British playwright Hare (Skylight, Stuff Happens) wrote The Judas Kiss in the 1990s, when it served as an ill-fitting vehicle for another movie star, Liam Neeson. Everett has been the force behind this revival – a precursor to an Oscar Wilde film he has in the works – and in the process he's revealed it to be an emotionally rich drama illuminated by Hare's customary insight and humanity. It's also beautifully written. Apart from the final passage of De Profundis, spoken at the close of the play, it's near-impossible to separate Wilde's real words from those Hare puts in his mouth.

Neil Armfield, an Australian director known for his work with Geoffrey Rush, has crafted an elegant production. Dale Ferguson's draped sets evoke both the heavy luxury of the Cadogan and the airy sparseness of the Italian retreat. Wilde the aesthete would be pleased with Sue Blane's tasteful period costumes and the poet in him would appreciate Rick Fisher's lambent lighting.

Everett gets solid support from his co-stars. MacAninch, repeating his London role, is poignant as the faithful Robert Ross (grandson of the Canadian politician Robert Baldwin), who still carries a torch for Wilde.

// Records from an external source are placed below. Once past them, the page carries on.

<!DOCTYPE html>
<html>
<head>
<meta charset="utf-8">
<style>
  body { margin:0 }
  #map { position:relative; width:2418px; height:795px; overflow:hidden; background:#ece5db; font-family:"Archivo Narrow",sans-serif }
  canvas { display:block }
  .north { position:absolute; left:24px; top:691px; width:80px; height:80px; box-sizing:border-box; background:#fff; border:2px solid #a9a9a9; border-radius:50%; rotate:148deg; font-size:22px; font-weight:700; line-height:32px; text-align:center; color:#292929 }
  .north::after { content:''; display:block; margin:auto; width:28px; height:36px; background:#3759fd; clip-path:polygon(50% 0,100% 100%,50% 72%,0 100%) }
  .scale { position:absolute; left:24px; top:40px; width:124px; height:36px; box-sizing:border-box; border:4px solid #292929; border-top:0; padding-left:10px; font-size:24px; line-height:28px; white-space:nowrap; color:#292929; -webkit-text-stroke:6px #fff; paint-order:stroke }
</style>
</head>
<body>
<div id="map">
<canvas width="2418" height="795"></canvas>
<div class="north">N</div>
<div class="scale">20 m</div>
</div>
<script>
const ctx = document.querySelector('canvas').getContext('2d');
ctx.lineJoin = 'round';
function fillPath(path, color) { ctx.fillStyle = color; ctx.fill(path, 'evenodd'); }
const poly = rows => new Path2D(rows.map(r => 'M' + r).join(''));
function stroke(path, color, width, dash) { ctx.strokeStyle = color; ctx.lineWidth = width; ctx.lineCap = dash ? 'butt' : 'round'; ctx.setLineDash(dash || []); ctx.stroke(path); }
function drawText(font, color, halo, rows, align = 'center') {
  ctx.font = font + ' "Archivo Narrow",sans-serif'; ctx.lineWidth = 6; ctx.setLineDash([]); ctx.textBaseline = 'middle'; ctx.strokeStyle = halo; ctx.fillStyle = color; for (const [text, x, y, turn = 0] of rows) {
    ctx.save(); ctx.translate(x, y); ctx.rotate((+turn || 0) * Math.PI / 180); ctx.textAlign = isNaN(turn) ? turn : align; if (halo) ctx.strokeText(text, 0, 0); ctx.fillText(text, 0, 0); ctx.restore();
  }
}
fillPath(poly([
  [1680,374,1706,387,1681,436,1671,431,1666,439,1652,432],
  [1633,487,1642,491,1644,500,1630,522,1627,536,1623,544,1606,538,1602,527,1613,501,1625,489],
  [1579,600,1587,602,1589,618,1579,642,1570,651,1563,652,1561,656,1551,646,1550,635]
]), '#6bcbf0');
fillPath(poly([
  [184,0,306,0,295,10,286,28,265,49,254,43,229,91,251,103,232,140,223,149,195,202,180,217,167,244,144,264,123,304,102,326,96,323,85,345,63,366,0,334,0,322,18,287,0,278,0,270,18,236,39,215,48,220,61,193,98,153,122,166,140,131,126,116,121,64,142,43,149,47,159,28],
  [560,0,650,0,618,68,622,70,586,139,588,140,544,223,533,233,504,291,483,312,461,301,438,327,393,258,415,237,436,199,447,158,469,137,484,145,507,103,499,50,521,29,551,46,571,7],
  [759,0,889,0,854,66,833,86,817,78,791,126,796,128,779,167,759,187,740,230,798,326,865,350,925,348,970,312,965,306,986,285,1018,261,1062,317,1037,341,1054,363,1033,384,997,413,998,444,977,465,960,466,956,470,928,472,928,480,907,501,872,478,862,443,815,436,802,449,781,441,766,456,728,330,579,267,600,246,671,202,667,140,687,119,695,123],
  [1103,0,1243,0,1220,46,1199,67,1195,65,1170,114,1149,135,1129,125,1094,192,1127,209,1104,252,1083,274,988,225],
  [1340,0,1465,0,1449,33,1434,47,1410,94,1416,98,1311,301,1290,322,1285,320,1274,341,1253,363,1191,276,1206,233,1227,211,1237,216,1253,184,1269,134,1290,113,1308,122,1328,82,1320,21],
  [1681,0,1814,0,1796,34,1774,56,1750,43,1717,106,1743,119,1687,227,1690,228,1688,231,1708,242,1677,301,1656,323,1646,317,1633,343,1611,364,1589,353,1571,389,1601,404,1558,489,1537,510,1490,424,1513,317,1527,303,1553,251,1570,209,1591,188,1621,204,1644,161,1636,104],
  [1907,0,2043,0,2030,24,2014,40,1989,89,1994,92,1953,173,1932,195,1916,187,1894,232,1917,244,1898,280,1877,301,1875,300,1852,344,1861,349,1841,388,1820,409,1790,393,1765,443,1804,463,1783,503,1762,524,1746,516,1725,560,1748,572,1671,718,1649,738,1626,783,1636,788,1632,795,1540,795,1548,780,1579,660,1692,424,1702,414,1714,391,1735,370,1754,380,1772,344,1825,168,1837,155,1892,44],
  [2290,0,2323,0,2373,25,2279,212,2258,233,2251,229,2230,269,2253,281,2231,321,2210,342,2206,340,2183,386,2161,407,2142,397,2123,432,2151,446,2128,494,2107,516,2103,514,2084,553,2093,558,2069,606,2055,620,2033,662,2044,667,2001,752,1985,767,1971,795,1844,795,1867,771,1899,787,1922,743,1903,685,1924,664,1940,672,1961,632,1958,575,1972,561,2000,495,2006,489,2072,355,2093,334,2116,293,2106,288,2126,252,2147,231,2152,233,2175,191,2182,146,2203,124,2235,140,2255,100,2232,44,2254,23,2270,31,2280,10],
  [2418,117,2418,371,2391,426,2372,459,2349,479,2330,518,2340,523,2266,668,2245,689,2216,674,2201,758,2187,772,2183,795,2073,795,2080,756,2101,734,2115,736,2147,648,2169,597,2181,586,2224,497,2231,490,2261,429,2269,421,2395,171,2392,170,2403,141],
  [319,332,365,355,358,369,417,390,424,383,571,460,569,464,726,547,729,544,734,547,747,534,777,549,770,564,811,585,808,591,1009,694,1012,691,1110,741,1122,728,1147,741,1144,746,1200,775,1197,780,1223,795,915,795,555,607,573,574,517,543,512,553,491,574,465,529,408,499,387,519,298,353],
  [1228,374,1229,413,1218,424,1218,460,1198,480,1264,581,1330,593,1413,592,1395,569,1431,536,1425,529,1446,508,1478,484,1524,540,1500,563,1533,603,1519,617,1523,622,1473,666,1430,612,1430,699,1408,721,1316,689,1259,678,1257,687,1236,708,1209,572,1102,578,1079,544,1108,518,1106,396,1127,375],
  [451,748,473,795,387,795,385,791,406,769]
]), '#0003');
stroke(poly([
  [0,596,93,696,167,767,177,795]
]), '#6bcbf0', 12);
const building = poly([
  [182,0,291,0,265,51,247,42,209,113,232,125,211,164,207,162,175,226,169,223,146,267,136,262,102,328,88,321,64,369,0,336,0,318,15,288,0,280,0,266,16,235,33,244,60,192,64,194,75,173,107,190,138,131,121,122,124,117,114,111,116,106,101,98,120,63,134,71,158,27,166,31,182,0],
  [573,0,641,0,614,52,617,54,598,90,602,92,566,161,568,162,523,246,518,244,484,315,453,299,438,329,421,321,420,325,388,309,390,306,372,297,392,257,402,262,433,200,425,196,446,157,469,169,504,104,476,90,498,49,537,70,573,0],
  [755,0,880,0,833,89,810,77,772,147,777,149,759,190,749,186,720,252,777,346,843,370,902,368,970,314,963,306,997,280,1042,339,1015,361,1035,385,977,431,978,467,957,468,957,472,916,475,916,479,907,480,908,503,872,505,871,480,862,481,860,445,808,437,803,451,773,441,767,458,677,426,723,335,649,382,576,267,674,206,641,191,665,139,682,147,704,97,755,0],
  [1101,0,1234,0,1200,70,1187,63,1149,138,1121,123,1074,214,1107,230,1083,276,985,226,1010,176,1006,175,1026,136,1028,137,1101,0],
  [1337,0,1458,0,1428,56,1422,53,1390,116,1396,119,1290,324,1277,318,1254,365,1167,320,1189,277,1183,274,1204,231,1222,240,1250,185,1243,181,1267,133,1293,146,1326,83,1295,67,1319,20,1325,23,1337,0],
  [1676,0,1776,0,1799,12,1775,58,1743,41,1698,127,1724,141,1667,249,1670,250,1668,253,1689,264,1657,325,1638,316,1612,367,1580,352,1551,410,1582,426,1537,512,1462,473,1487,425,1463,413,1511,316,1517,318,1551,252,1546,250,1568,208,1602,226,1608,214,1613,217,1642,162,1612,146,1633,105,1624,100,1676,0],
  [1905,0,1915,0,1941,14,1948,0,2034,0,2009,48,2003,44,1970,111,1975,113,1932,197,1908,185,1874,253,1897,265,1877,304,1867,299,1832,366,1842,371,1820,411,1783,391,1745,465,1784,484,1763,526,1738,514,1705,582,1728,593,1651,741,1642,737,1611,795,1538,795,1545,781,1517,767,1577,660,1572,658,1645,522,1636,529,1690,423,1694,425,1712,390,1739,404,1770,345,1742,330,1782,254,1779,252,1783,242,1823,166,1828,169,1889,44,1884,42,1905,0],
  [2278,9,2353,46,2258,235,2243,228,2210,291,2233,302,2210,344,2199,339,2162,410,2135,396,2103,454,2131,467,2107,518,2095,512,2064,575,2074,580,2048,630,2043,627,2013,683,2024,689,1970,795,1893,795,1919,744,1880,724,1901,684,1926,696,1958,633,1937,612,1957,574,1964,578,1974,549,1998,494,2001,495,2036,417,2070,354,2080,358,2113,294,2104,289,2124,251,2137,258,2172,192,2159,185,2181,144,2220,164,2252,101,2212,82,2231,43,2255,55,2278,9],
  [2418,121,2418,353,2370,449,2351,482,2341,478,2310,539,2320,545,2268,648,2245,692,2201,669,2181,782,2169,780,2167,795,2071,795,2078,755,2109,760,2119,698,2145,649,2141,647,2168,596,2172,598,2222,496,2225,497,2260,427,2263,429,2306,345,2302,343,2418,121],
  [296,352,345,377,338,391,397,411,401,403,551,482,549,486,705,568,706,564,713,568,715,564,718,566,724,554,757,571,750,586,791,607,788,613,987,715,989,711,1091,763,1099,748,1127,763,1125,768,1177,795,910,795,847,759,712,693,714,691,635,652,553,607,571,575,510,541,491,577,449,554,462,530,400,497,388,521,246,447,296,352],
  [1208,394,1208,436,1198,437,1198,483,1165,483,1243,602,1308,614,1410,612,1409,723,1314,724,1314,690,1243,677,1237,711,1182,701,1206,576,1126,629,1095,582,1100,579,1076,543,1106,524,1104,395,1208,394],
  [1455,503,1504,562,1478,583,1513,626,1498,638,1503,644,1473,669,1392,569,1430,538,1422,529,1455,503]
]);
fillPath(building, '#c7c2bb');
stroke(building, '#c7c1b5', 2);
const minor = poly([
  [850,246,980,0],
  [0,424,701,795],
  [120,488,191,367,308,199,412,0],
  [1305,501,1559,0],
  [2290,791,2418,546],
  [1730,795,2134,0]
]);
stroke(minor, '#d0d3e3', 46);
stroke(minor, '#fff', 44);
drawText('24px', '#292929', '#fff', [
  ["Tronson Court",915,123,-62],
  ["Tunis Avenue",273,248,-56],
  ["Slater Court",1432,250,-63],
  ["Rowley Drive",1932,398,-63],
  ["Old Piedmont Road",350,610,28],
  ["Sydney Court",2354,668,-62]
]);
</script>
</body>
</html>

Alister Cameron, also from the U.K. cast, serves up lobster and sympathy with equal devotion as the Cadogan's manager. Elliot Balchin and Jessie Hills, as a randy bellboy and chambermaid, provide some vigorous heterosexual behaviour to counterpoint the homoeroticism of the second act.

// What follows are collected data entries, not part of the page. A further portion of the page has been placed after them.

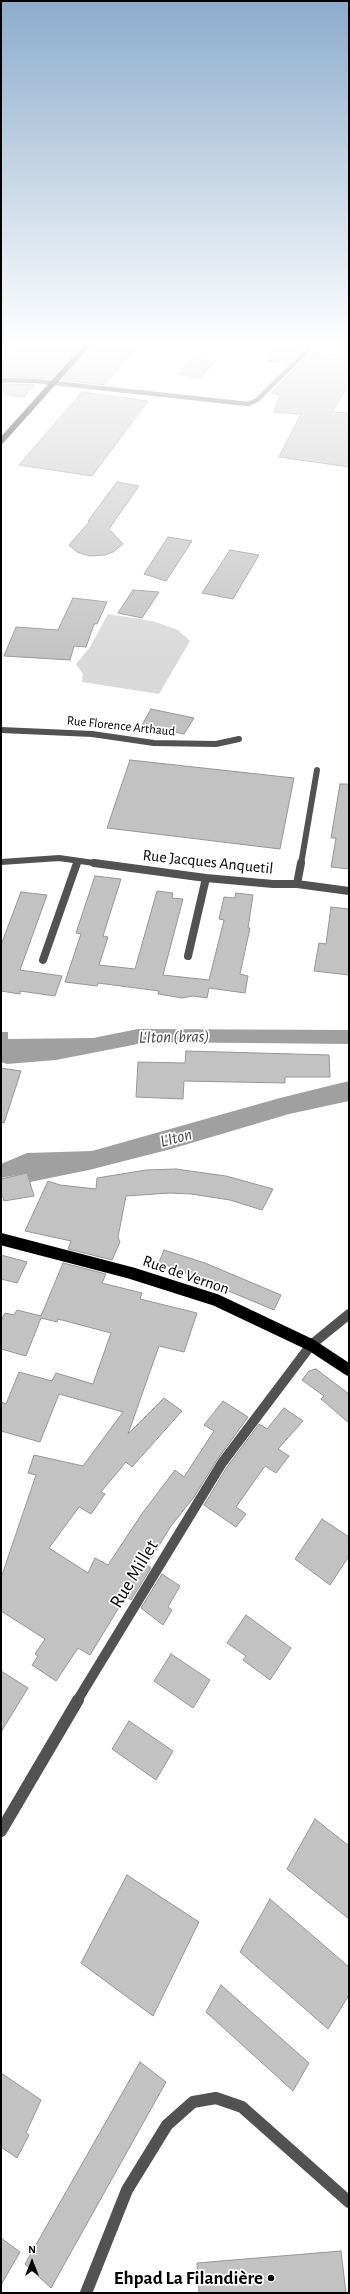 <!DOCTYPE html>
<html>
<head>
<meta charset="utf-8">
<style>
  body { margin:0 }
  #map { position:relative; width:350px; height:2294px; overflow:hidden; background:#fff; font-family:"Alegreya Sans",sans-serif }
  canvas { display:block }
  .frame { position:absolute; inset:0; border:2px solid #000; pointer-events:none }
  .north { position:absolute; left:12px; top:2242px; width:40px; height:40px; -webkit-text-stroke:3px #fff; paint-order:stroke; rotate:0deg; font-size:11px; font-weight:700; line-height:16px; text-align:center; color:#000 }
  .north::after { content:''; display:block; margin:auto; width:14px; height:18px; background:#000; clip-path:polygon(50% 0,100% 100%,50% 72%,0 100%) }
</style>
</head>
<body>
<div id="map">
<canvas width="350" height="2294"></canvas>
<div class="frame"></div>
<div class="north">N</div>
</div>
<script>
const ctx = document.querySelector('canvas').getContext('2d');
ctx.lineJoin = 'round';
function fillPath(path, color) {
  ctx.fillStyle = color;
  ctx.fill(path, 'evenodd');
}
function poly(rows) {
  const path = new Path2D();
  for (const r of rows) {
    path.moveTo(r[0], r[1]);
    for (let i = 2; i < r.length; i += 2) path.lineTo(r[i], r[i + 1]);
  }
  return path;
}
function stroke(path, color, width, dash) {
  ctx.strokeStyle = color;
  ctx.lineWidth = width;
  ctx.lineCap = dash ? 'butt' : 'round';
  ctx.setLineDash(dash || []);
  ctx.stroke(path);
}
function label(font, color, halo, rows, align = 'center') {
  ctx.font = font + ' "Alegreya Sans",sans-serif';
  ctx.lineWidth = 3.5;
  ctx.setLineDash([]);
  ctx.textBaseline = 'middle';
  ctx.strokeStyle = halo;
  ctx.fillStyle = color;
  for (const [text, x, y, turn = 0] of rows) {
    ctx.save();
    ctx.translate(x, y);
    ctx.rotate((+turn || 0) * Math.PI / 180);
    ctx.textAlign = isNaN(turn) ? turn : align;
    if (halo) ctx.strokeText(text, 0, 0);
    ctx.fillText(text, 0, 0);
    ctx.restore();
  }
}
const green = poly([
  [108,614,153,621,178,630,190,641,159,694,82,682,83,674,76,664,90,647]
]);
const water = poly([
  [138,1029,349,1030,349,1044,148,1042,56,1060,7,1064,1,1062,1,1032,8,1032,8,1039,93,1038],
  [349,1081,349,1101,289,1114,171,1149,89,1170,30,1182,27,1173,1,1178,1,1164,27,1153,92,1151,280,1098]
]);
const building = poly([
  [33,342,84,342,51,379,1,376,1,363,19,344,30,345,33,342],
  [94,342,142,342,104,385,62,380,94,342],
  [270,348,301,351,288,364,268,361,270,348],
  [311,352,349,356,349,384,332,412,349,413,349,467,279,457,301,414,274,412,280,395,271,393,311,352],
  [194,358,215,362,200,378,178,374,194,358],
  [1,384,35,385,24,397,4,394,6,391,1,390,1,384],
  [82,392,148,401,92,476,19,465,82,392],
  [117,482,139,486,109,529,123,544,113,552,105,555,90,556,77,552,69,545,90,521,88,521,117,482],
  [168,537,192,541,166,581,144,574,168,537],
  [230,550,259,555,233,599,202,593,230,550],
  [133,590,159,592,142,618,118,613,133,590],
  [73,598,107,602,97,624,94,624,86,647,74,646,70,660,4,656,16,627,58,630,73,598],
  [151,709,194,718,184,734,142,725,151,709],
  [130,760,294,778,280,849,107,828,130,760],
  [340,784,349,784,349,869,331,867,336,838,331,838,340,784],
  [95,876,121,879,103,936,108,937,99,965,135,969,157,891,173,893,172,898,183,899,163,975,209,980,224,920,219,919,224,897,235,898,236,893,253,895,248,928,250,928,240,974,248,976,245,993,209,988,207,998,193,996,182,998,158,994,159,991,98,983,97,986,65,982,81,934,76,933,95,876],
  [21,892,47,895,20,970,62,976,55,996,20,991,20,994,1,991,1,945,21,892],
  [331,907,349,909,349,975,314,971,319,943,326,944,331,907],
  [186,1051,329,1055,330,1077,285,1077,285,1083,184,1081,183,1099,136,1097,138,1062,185,1063,186,1051],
  [1,1068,21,1071,4,1123,1,1122,1,1068],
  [176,1169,226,1176,273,1189,262,1210,230,1200,191,1194,170,1193,126,1196,118,1237,120,1242,112,1260,68,1249,71,1241,25,1231,48,1181,60,1185,96,1189,97,1178,146,1170,176,1169],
  [27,1173,34,1196,4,1201,3,1197,1,1196,1,1179,27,1173],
  [164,1250,205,1263,281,1295,274,1310,159,1262,164,1250],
  [1,1255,27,1262,17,1283,1,1279,1,1255],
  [63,1263,106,1274,102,1283,142,1293,140,1299,197,1313,184,1352,159,1346,128,1434,164,1398,182,1411,132,1467,126,1462,101,1492,105,1494,91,1514,79,1507,49,1548,88,1573,95,1558,108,1565,141,1515,175,1470,184,1477,214,1431,204,1425,223,1401,248,1417,217,1460,194,1497,171,1526,147,1565,151,1568,131,1600,126,1596,90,1655,78,1648,56,1681,32,1665,38,1656,35,1654,45,1639,1,1611,1,1578,36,1475,28,1473,34,1455,83,1466,123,1412,59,1394,40,1442,1,1431,1,1402,6,1404,19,1372,52,1381,56,1373,93,1384,111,1333,58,1319,57,1322,41,1318,26,1356,1,1349,1,1321,5,1313,14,1315,17,1310,41,1316,63,1263],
  [316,1369,349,1394,349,1423,321,1399,324,1396,302,1380,309,1371,316,1369],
  [284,1408,303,1421,278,1449,289,1456,276,1473,265,1466,236,1507,246,1514,236,1527,204,1505,227,1467,259,1424,267,1429,284,1408],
  [322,1519,349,1537,349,1556,330,1585,295,1559,322,1519],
  [162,1574,180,1586,168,1607,172,1610,163,1625,141,1608,162,1574],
  [246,1615,291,1648,270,1680,243,1660,246,1656,227,1643,246,1615],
  [171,1654,210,1680,193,1708,154,1681,171,1654],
  [1,1671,28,1688,1,1732,1,1671],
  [129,1721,173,1751,156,1780,112,1749,129,1721],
  [315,1819,349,1846,349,1919,287,1869,315,1819],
  [127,1875,199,1922,153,2016,81,1963,127,1875],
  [270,1899,349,1967,349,1995,328,2029,240,1952,270,1899],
  [221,1985,309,2063,293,2091,206,2012,221,1985],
  [140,2062,166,2082,51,2288,25,2264,140,2062],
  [1,2073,41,2100,26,2133,29,2135,17,2158,1,2147,1,2073],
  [1,2238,20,2252,1,2285,1,2238],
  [341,2251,346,2293,199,2293,197,2263,341,2251]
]);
const minorFar4 = poly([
  [1,380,35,381,248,404,257,400,316,342]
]);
const minorFar3 = poly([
  [1,730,92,734,154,743,216,744,239,739],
  [1,862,59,858,101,864],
  [77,864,78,861],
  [301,864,317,770]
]);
const minorFar2 = poly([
  [94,863,206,878,273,884,297,884,301,863],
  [297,884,349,891],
  [188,956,206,878],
  [43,960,77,863]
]);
const minorFar1 = poly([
  [77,1701,222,1463,311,1345,349,1314]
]);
const minor = poly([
  [1,1831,78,1700],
  [86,2293,127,2190,167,2125,193,2102,216,2098,242,2107,349,2202]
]);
const primaryFar1 = poly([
  [1,441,90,342]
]);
const primary = poly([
  [1,1239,131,1273,216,1300,311,1345,349,1370]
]);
const markers = [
  [271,2278,4,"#000"]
];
const farStreetnames = [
  ["Rue Florence Arthaud",121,726,6]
];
const streetNames = [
  ["Rue Jacques Anquetil",208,862,6],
  ["Rue de Vernon",186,1275,19]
];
const waterNames = [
  ["L'Iton (bras)",174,1037,-1],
  ["L'Iton",176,1138,-15]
];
const nearStreetnames = [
  ["Rue Millet",134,1574,-59]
];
const nearPoinames = [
  ["Ehpad La Filandière",263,2278]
];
fillPath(green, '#d9d9d9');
fillPath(water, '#a0a0a0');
fillPath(building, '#c2c2c2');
stroke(building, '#969696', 1);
stroke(minorFar4, '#525252', 4.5);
stroke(minorFar3, '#525252', 6);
stroke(minorFar2, '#525252', 8);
stroke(minorFar1, '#525252', 10);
stroke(minor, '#525252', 12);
stroke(primaryFar1, '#000', 6);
stroke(primary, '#000', 12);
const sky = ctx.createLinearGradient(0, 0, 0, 663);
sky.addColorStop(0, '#8baccb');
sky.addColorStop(0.52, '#fff');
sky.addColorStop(1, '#ffffff00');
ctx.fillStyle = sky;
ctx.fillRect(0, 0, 350, 663);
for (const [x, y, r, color] of markers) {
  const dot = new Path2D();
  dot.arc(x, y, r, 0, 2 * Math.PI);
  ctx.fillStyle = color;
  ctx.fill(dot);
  stroke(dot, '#fff', 1.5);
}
label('13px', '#000', '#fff', farStreetnames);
label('16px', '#000', '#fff', streetNames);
label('italic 17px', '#414141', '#fff', waterNames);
label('19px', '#000', '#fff', nearStreetnames);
label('bold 19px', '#000', '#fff', nearPoinames, 'right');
</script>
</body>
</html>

It is Everett's show, however, and he goes well beyond giving an incredible embodiment of the large, languid Wilde – those heavy-lidded eyes! Those voluptuous lips! – to capture his paradoxical nature. He is both the cutting critic who glibly skewers Dickensian sentimentality and the author of The Happy Prince who is distraught at being separated from his young sons. He's the man who declares life, not love, is the delusion, and yet is the living proof of how deluding love can be.

This is a rich and revealing performance whose most immediate comparison may be Timothy Spall's as the eponymous painter in Mike Leigh's film Mr. Turner. Everett will no doubt make a great Oscar Wilde onscreen; he's already a great one onstage.

The Judas Kiss runs to May 1 at the Ed Mirvish Theatre in Toronto (mirvish.com).